The book will take you through a workflow of how to create icons – be they favicons, app icons or UI elements. It won’t focus on how to create them in one particular application, but rather show the thought process and technical considerations. I’m hoping to feature as many as of todays icon artists as possible – I won’t just be a book of my work. It’ll be manual, reference guide and Coffee table book in one. Something you would read to inspire as well as inform.
My favourite book when I was young was ‘The Detectives Handbook’ , and I think it’s title left a big impression on me!
There are not many design books that cover icons at all, so a whole book about it is just fantastic. Can you give us an example of a chapter from the book?
It’s still early days, as only yesterday I was revising the book structure again to show different workflows better, but one chapter is looking definite – “Icons along the user journey”.
App stores seems to be popping up everywhere and app icons seems to be an important part of the branding and possibly the success of an app. What do you think are the most important things to consider when designing an app icon?
You always need to design in context, so in the case of app icons, that means working on it with other icons next to it – a screenshot of an iPhone home screen and App Store to make sure it stands out amongst the sea of generic blue icons, and also works on a dark and light background.
How is doing an app icon different from working with a normal ui icons?

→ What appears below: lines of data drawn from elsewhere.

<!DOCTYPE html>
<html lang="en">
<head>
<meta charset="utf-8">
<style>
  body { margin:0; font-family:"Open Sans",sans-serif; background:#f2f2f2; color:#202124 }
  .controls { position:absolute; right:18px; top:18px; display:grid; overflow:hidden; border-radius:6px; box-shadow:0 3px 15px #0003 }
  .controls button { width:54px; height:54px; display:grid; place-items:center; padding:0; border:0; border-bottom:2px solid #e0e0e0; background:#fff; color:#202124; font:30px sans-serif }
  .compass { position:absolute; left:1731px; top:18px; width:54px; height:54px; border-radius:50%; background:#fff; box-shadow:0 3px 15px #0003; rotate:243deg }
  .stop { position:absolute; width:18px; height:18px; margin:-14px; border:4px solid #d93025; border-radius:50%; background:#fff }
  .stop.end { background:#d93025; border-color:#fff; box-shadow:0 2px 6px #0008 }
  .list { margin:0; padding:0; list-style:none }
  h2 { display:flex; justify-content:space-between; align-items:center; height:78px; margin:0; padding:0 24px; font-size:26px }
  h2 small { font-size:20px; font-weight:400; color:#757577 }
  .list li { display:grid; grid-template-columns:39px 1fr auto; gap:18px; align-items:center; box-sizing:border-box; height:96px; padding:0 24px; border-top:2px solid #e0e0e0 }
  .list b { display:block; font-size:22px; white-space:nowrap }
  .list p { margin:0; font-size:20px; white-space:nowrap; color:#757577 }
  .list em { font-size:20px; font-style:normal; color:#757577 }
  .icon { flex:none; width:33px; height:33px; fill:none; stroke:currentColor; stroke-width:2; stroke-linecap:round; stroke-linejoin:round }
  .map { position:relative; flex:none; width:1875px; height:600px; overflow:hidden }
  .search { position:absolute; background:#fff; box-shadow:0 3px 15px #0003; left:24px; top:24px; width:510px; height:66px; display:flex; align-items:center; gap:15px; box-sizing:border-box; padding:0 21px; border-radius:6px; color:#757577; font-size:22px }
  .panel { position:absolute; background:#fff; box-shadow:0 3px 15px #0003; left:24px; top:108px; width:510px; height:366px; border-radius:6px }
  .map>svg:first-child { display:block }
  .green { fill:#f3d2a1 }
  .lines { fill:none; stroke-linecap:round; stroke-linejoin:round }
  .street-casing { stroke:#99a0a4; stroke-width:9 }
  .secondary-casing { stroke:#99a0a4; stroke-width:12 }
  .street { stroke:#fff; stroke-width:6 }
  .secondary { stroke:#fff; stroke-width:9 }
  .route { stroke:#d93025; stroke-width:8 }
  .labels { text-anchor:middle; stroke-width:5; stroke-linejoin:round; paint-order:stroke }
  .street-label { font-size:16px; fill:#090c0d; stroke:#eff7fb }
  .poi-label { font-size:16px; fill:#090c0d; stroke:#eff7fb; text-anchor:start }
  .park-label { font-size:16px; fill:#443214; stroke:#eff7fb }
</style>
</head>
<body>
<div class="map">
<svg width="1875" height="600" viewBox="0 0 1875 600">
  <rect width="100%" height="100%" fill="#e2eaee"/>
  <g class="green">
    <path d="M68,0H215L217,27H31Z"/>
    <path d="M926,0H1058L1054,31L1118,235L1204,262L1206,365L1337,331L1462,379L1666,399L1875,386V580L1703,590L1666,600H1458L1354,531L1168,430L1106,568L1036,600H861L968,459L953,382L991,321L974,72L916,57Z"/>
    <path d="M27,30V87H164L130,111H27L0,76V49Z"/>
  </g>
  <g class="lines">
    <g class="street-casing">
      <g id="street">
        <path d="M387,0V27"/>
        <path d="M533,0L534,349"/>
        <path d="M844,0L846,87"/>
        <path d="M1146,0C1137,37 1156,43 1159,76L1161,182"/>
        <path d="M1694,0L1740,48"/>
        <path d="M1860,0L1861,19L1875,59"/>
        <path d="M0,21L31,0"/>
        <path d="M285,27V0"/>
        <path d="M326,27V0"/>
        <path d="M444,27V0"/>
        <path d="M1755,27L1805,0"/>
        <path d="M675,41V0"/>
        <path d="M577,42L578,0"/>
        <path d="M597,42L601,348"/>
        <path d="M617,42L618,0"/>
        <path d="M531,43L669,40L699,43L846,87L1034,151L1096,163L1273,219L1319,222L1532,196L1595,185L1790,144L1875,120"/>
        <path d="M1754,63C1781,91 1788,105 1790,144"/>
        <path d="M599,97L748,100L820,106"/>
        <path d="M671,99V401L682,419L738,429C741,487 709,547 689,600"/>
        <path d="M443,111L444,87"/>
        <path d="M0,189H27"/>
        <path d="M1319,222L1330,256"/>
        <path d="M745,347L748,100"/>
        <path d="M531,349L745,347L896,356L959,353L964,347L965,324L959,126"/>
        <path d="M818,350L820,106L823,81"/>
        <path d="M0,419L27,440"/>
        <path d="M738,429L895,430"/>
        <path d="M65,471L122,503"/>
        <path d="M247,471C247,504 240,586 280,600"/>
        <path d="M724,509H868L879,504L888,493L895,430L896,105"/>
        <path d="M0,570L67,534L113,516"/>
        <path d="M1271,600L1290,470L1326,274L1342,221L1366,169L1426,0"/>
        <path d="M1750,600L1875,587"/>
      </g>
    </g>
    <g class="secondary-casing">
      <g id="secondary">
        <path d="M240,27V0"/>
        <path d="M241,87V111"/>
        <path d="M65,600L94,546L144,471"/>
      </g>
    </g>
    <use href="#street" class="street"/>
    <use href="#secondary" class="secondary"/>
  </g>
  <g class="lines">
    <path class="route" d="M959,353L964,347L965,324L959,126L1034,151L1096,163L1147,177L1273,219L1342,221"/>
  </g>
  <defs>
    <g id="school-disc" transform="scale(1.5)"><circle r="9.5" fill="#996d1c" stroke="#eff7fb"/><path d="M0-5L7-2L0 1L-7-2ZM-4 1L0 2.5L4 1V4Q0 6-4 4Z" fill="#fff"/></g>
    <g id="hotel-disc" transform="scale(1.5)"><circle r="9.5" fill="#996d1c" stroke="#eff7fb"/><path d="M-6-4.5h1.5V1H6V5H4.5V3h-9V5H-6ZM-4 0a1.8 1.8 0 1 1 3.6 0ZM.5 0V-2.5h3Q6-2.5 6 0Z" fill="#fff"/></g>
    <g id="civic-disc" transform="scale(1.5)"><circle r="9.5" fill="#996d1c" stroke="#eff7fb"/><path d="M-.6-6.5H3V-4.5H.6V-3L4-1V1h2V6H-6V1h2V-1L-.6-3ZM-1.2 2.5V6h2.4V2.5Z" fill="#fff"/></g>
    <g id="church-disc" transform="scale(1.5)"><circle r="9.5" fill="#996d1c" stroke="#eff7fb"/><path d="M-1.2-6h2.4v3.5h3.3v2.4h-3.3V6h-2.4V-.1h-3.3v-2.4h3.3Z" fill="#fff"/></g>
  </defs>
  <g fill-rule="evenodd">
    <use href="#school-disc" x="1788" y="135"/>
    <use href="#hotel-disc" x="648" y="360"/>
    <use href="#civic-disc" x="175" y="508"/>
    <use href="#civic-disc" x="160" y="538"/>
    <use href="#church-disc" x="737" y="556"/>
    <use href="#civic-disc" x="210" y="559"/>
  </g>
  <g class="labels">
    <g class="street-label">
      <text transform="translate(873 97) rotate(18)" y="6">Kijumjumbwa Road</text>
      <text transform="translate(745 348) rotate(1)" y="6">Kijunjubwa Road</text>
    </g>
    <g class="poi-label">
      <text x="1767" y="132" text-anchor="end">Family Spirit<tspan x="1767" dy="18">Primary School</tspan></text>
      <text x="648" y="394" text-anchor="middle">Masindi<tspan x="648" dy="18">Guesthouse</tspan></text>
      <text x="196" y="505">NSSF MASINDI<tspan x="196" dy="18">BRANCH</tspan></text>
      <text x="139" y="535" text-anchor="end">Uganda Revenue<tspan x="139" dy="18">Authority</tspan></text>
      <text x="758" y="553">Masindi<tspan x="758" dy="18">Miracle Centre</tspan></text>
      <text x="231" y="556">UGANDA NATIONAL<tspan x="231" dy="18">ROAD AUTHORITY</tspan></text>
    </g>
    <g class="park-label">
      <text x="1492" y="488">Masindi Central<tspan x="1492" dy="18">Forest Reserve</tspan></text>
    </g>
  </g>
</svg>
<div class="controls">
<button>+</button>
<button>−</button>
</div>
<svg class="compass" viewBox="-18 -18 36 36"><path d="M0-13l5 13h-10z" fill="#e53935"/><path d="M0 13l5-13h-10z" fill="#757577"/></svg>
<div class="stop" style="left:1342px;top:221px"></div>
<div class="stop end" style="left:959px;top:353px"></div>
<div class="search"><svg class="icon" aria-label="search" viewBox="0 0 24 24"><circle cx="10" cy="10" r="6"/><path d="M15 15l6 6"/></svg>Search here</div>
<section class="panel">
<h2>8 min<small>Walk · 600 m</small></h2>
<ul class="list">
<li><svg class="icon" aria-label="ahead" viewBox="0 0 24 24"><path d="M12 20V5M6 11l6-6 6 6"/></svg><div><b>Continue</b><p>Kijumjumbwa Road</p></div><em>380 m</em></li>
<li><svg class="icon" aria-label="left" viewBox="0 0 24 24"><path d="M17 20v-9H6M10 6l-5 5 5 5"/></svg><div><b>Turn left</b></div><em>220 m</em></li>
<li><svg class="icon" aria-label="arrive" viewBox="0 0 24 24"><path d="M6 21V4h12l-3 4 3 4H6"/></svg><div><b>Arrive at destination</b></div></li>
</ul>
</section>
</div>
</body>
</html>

App icons are more akin to logos – and logos are meant to be unique. They don’t need to communicate a particular action (Home, Reload, Back etc.) but provide a memorable and recognisable mark for the app. It can suggest what it does, but can be as simple as a logo mark or glyph. Icons within an interface serve a different purpose however – they work best when they’re not unique, rather following existing conventions to ensure understanding.
You have made some amazing illustrations. What is the process for doing these illustrations? What inspires you and how long does is take to finish an illustration?
Wildlife illustrations would take around a month, but more recent ones like Mailchimp would be a matter of a couple of days overall, with all the iterations.
I use Google Image Search and Flickr a heck of a lot when researching and getting ideas. A process that would’ve taken days back when I was doing wildlife illustration, now takes a matter of minutes.
HTML5, CSS3 and support for formats such as SVG gives designers like you more freedom for creating great designs. Which new technologies can get you really excited as a designer?
I’m very excited and hopeful for SVG still. It has the advantage of being supported by professional drawing tools such as Illustrator, and when you see what you can do in a browser that does support it (Opera has the best SVG support). For example, it will get around the problem of bitmaps on logos an icons on different resolutions with one small file. Resolution Independence is going to be vital in the coming years.
CSS3 is also very exciting from a web design perspective, as a graphics editor is needed less and less. A lot can be achieved with CSS now, in a browser that supports it at least!
Ok, last question – You have been talking at FOWD before – will you be speaking at conferences this year?
I’m taking a year off from speaking and attending this year, to make sure I get the book written, even though I’ve had more speaking invitations than any previous year! I timed that wrong didn’t I?
I’m sure the book will make you an even more popular speaker at conferences. Thank you for your time!